(Exercise instructions)
Pull every line with "linejoin" from the data.

Extracted material section start

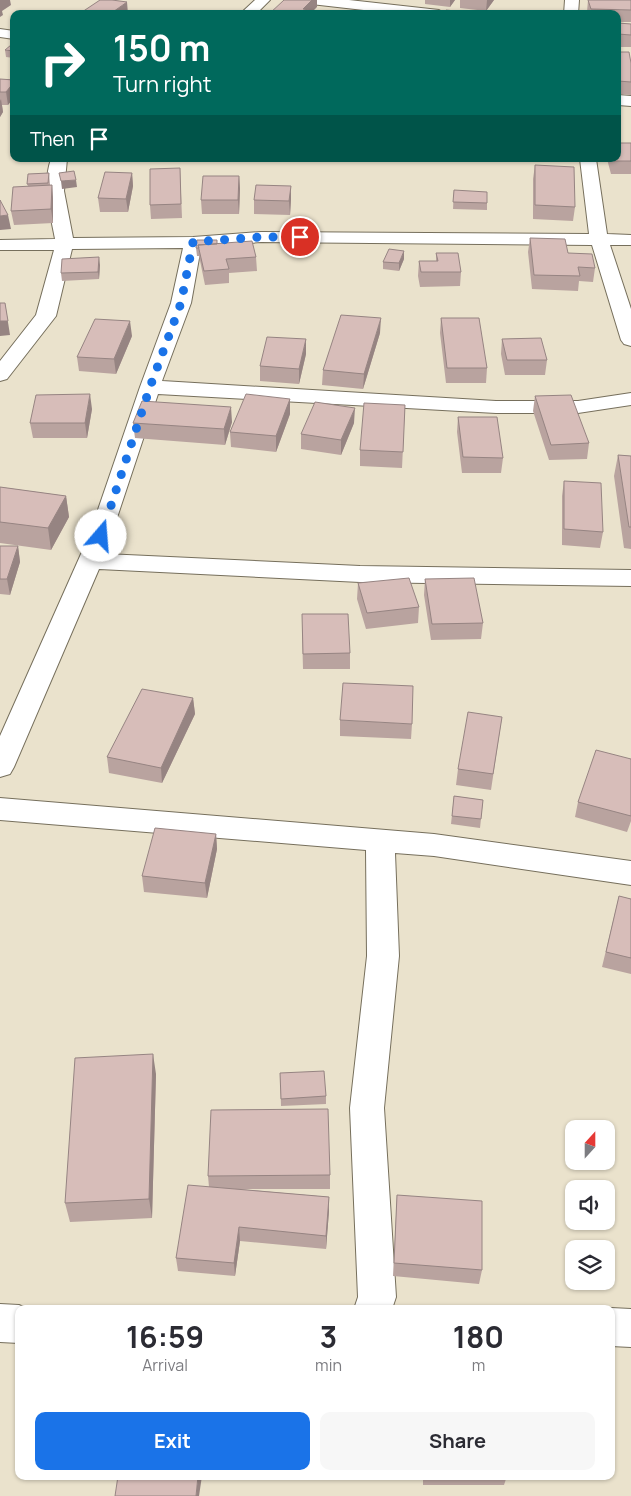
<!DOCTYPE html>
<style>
:root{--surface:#fff;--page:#f7f7f7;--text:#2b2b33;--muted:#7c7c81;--accent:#1a73e8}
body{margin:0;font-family:Manrope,sans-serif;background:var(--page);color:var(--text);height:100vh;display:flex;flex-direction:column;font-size:19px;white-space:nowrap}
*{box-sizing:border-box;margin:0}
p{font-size:16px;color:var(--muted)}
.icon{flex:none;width:28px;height:28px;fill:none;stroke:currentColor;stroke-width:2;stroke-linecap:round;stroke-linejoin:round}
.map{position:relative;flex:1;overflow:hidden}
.sheet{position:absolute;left:15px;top:1305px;width:600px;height:175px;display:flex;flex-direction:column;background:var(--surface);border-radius:10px;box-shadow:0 1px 4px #0004}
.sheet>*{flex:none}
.guide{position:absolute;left:10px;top:10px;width:611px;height:152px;border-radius:10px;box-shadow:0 1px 4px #0004;background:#00695c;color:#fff;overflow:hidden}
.needle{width:32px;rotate:21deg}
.tools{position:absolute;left:565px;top:1120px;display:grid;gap:10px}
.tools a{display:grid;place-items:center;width:50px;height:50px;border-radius:10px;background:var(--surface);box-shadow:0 1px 4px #0004;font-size:25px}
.pin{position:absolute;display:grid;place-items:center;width:42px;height:42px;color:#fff;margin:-21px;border:2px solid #fff;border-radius:50%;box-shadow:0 1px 5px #0007}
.me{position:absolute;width:55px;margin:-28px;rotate:18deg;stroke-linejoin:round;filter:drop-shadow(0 0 4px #0008)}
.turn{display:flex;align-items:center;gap:18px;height:105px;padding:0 20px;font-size:22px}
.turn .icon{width:65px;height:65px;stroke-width:2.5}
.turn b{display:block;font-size:35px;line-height:42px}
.then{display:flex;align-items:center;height:48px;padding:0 20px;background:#0003;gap:10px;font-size:19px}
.eta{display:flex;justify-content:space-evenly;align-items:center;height:85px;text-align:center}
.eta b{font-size:30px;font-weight:700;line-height:35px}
.primary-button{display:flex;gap:10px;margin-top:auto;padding:10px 20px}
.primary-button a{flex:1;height:58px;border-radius:10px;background:var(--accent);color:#fff;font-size:20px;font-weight:700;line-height:58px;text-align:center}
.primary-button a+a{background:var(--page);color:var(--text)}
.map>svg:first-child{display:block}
</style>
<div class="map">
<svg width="631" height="1496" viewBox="0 0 631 1496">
<rect width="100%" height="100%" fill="#eae2cc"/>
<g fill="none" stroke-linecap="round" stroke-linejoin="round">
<defs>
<path id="minor" d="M255,0h15l-14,14h-16z
M304,0h45l90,10 7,4h-47l-88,-10z
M565,0h14l-1,14h-14z
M0,29l14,2v8l-14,-2z
M618,95l13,1v10l-13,-1z
M51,159h16l-3,32 9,47 120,-1 68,-5 328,2 -9,-75h16l11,75 24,1v10h-21l21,64v37l-7,-2 -3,-4 -29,-95 -331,-3 -60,5 -10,56 -29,78 334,20h82l53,-8v12l-53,8h-82l-338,-19 -53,160 255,12 271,4v16l-271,-4 -261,-13 -85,198 -4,7 -10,3v-41l89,-200 51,-149 31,-84 12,-55 -111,1 -16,67 -49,63 -7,2v-20l36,-46 18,-65h-54v-10l55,-1c-5,-27 -13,-54 -4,-80z
M0,798l434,36 197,27v24l-197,-29 -39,-3 4,103 -15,152 12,189 -4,12h-38l4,-12 -8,-189 17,-152 -1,-106 -366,-30z
M0,1304l19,1 9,4h-9v34l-19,-1z
M611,1308l20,1v38l-20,-1v-37h-2z"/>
</defs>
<use href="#minor" stroke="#766f5c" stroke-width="2"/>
<use href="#minor" fill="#fff" fill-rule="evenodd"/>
</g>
<path fill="#b9a39f" d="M425,0h30l-5,7 -25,-3z
M460,0h34l-8,11 -26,-3z
M588,0h43v22h-13v-8h-31v-2z
M618,23l13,1v23h-13z
M14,45v13l-8,-1 -1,-7z
M618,52l13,11v32l-13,-1z
M0,79l14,1 -6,25h-6l1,7 -3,5z
M631,143v31h-20l-4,-15h11z
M104,159h86v1h-86z
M535,165l40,42 -2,14 -40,-2v-40z
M180,168l2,50 -31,1 -1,-14z
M49,173l1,12h2l1,14v24l-39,2 -3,-14 17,-25 -1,-2z
M132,173l1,13 -5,26h-28l-2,-14z
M239,176l1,13 -1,25h-37l-1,-14z
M291,186v13l-1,16 -36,-1v-14z
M454,190l33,13v7l-34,-1z
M530,238l38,15 27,15 -2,14 -14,-1 -1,10 -46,-2 -4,-37z
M217,243l39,14 1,14 -28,2v10l-24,2 -6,-29h-2l-1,-8z
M436,253l25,19 -1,14 -40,1 -2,-11 1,-15h17z
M404,259l-5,12 -16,-2v-7z
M100,265l-1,14 -37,2 -1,-8z
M441,318l46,50 -1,15h-40l-6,-50z
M380,333l-17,56 -41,-4 1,-15z
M132,336l-16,38 -37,-3 -2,-14z
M502,339l45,21 -2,15h-40l-4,-21z
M306,354l-7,30 -39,-3v-15z
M535,396l54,47 -2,16 -38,1 -16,-49z
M290,399v15l-14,38 -45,-5 -1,-15z
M405,405l-3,63 -42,-2v-16z
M92,409l-5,29h-54l-3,-15z
M458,417l45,41 -2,15h-39l-5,-41z
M232,422l-7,23 -90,-7 -2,-15z
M354,423l-13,32 -40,-6v-15z
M618,455l13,1v93l-7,-1 -10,-72z
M564,481l39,51 -3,16 -38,-3v-49z
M0,487l66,9 3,21 -18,33 -51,-7z
M0,546h18l2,16 -10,33 -10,-1z
M425,579l58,44 -2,16 -50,1 -7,-45z
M358,583l61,24 -1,16 -52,6 -9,-30z
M302,630l48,23v16h-47z
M193,698l2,16 -33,69 -53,-10 -2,-16z
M502,717l-11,73 -35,-5 2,-16z
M340,720l72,4 -1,15 -71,-3z
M631,759v62l-4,11 -52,-15 3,-15z
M454,796l29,4 -3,28 -29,-4z
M216,834l1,15 -10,49 -63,-6 -2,-16z
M619,896l12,3v75l-29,-7z
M280,1073l46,23v8l-45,2z
M156,1074l-4,144 -82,4 -5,-19z
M330,1175v14h-90l89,8v14l-3,38 -86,-8 -5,35 -57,-5 -2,-13 33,-71 -1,-11z
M397,1195l85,75 -3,14 -86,-8z
M423,1476h84l-3,9h-81z"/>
<path fill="#968482" d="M0,0h10l1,5 -9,6 1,4 -3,2z
M312,0h5v7l-7,7 -7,-5z
M450,0h5l-5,7z
M487,0h7l-8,11z
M127,2l1,12h-18z
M14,82v16l-6,7 -2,-13z
M1,99l2,13 -3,5v-16z
M132,173l1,13 -5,26 -2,-13z
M239,176l1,13 -1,25 -1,-14z
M76,180l1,7 -15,2 -1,-8z
M52,185l1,14v24l-2,-14z
M291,186v13l-1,16 -1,-14z
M8,215l3,14 -11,1v-14z
M404,251v8l-5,12v-8z
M99,257l1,8 -1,14 -1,-7z
M5,303l5,32 -10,1v-15z
M381,318l-1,15 -17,56 1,-15z
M130,321l2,15 -16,38 -2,-15z
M306,339v15l-7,30v-15z
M90,394l2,15 -5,29 -2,-15z
M290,399v15l-14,38v-16z
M231,407l1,15 -7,23 -1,-16z
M355,408l-1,15 -13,32v-15z
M66,496l3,21 -18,33 -3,-22z
M18,546l2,16 -10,33 -3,-16z
M193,698l2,16 -33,69 -1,-15z
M216,834l1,15 -10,49 -2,-15z
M153,1054l3,20 -4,144 -3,-19z
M329,1197v14l-3,38v-13z
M239,1227l1,14 -5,35 -1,-13z
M198,1476h4l-3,20h-3z"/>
<path fill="#d7bdb9" stroke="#968482" d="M100,0h12l15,2 -17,12h-31z
M284,0h28l-9,9 13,2 -3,3h-44z
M588,0h43v10l-40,-1z
M446,10l28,3 -31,1z
M618,23l13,1v11l-13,-1z
M11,45h3v6l-9,-1z
M618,52h11l2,11v19l-13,-1z
M0,79l14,1v2l-8,10h-6z
M618,143h13v18h-17l-1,-2h5z
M535,165l39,2 1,40 -40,-2z
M180,168l1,36 -31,1v-36z
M74,171l2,9 -15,1 -2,-8z
M105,172l27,1 -6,26 -28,-1z
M49,173l-1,10 -21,1 1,-10z
M203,176h36l-1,24h-37z
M52,185l-1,24 -40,2 2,-24z
M256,185l35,1 -2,15 -35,-1z
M454,190l33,2v11l-34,-1z
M0,200l8,15 -8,1z
M530,238l35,1 3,14 24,1 3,14 -17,-1 2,9 -46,-1z
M197,240h20v4l-19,1 1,3h-3z
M252,241l4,16 -30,2 3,10 -25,2 -6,-26z
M389,249l15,2 -5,12 -16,-1z
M436,253h22l3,19h-40l-2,-11h19z
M99,257l-1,15 -37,1 1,-14z
M0,303h5l3,18h-8z
M341,315l40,3 -17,56 -41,-4z
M441,318h38l8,50h-40z
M95,319l35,2 -16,38 -37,-2z
M267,337l39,2 -7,30 -39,-3z
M541,338l6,22h-40l-5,-21z
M90,394l-5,29h-55l6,-28z
M246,394l44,5 -14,37 -46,-4z
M571,395l18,48 -38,2 -16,-49z
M142,401l89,6 -7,22 -91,-6z
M315,402l40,6 -14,32 -40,-6z
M364,403l41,2 -2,47 -43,-2z
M458,417h39l6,41 -40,-1z
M618,455l13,1v71h-2z
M564,481l37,2 2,49 -39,-3z
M0,487l66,9 -18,32 -48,-6z
M0,546h18l-11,33h-7z
M409,578l10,29 -52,6 -9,-30z
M474,578l9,45 -51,1 -7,-45z
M302,614h46l2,39 -47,1z
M343,683l70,3 -1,38 -72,-4z
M142,689l51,9 -32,70 -54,-11z
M468,712l34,5 -9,57 -35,-5z
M596,750l35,9v57l-53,-14z
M454,796l29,4 -2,19 -29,-3z
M155,828l61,6 -11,49 -63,-7z
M619,896l12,3v59l-25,-6z
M153,1054l-4,145 -84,4 10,-145z
M324,1071l2,25 -45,3 -1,-26z
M328,1109l2,66 -122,1 3,-66z
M188,1185l141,12 -3,39 -87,-9 -5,36 -58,-5z
M397,1195l85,6v69l-88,-7z
M118,1476h80l-2,20h-81z"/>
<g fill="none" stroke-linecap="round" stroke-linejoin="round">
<path stroke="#1a73e8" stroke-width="9" stroke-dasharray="0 16.2" d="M101,536l49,-149 31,-84 12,-61 68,-5h39"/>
</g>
</svg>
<div class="tools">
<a><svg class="needle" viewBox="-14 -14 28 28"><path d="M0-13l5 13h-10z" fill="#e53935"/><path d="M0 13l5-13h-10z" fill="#7c7c81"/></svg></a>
<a><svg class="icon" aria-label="sound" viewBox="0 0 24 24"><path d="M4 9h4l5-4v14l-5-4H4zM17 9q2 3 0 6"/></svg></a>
<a><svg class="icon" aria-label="layers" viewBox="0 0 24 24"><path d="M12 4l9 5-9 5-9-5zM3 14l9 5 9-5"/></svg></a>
</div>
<div class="pin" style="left:300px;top:237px;background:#d93025"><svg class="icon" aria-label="arrive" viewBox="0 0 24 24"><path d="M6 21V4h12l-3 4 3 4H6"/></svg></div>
<svg class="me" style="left:101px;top:536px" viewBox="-20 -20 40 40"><circle r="19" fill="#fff"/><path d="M0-13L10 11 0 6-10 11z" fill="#1a73e8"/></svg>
<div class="guide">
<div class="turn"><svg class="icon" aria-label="right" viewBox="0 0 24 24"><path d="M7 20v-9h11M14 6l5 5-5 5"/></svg><div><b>150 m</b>Turn right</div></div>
<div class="then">Then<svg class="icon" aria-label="arrive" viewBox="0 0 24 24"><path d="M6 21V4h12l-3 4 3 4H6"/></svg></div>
</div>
<section class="sheet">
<div class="eta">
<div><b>16:59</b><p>Arrival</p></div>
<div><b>3</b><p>min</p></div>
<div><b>180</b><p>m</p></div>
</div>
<div class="primary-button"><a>Exit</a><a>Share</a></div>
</section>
</div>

Extracted material section end

(Written response)
.icon{flex:none;width:28px;height:28px;fill:none;stroke:currentColor;stroke-width:2;stroke-linecap:round;stroke-linejoin:round}
.me{position:absolute;width:55px;margin:-28px;rotate:18deg;stroke-linejoin:round;filter:drop-shadow(0 0 4px #0008)}
<g fill="none" stroke-linecap="round" stroke-linejoin="round">
<g fill="none" stroke-linecap="round" stroke-linejoin="round">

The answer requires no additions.